*Exercise brief*.
Output every record word for word.

*Extracted records*.
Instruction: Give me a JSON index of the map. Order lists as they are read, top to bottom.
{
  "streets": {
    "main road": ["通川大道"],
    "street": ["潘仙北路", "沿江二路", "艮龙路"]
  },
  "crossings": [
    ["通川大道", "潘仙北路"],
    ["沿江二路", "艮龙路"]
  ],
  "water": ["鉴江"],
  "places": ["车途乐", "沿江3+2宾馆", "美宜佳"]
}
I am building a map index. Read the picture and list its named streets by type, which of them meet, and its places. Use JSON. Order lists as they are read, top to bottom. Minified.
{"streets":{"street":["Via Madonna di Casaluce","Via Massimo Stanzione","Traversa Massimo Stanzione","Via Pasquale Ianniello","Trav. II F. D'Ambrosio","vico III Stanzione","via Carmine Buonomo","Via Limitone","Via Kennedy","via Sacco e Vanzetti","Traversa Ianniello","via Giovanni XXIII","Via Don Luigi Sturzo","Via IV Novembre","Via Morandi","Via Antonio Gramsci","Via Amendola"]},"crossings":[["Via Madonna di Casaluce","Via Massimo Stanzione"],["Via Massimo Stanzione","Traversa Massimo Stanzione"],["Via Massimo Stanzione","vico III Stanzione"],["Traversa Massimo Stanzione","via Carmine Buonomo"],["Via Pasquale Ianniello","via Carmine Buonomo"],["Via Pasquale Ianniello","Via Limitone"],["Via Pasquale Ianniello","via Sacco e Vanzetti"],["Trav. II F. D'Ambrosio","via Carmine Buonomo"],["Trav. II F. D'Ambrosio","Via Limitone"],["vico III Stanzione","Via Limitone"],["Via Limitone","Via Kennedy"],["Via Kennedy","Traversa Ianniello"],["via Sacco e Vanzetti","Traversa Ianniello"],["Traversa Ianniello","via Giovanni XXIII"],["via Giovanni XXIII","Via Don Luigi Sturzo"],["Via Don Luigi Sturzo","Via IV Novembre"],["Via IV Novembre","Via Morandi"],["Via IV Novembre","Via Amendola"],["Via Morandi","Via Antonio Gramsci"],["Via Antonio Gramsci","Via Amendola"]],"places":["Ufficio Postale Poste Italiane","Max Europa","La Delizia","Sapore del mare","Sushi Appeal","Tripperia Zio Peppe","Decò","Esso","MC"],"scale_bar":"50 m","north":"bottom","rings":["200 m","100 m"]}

*Task response*.
Instruction: Give me a JSON index of the map. Order lists as they are read, top to bottom.
{
  "streets": {
    "main road": ["通川大道"],
    "street": ["潘仙北路", "沿江二路", "艮龙路"]
  },
  "crossings": [
    ["通川大道", "潘仙北路"],
    ["沿江二路", "艮龙路"]
  ],
  "water": ["鉴江"],
  "places": ["车途乐", "沿江3+2宾馆", "美宜佳"]
}
I am building a map index. Read the picture and list its named streets by type, which of them meet, and its places. Use JSON. Order lists as they are read, top to bottom. Minified.
{"streets":{"street":["Via Madonna di Casaluce","Via Massimo Stanzione","Traversa Massimo Stanzione","Via Pasquale Ianniello","Trav. II F. D'Ambrosio","vico III Stanzione","via Carmine Buonomo","Via Limitone","Via Kennedy","via Sacco e Vanzetti","Traversa Ianniello","via Giovanni XXIII","Via Don Luigi Sturzo","Via IV Novembre","Via Morandi","Via Antonio Gramsci","Via Amendola"]},"crossings":[["Via Madonna di Casaluce","Via Massimo Stanzione"],["Via Massimo Stanzione","Traversa Massimo Stanzione"],["Via Massimo Stanzione","vico III Stanzione"],["Traversa Massimo Stanzione","via Carmine Buonomo"],["Via Pasquale Ianniello","via Carmine Buonomo"],["Via Pasquale Ianniello","Via Limitone"],["Via Pasquale Ianniello","via Sacco e Vanzetti"],["Trav. II F. D'Ambrosio","via Carmine Buonomo"],["Trav. II F. D'Ambrosio","Via Limitone"],["vico III Stanzione","Via Limitone"],["Via Limitone","Via Kennedy"],["Via Kennedy","Traversa Ianniello"],["via Sacco e Vanzetti","Traversa Ianniello"],["Traversa Ianniello","via Giovanni XXIII"],["via Giovanni XXIII","Via Don Luigi Sturzo"],["Via Don Luigi Sturzo","Via IV Novembre"],["Via IV Novembre","Via Morandi"],["Via IV Novembre","Via Amendola"],["Via Morandi","Via Antonio Gramsci"],["Via Antonio Gramsci","Via Amendola"]],"places":["Ufficio Postale Poste Italiane","Max Europa","La Delizia","Sapore del mare","Sushi Appeal","Tripperia Zio Peppe","Decò","Esso","MC"],"scale_bar":"50 m","north":"bottom","rings":["200 m","100 m"]}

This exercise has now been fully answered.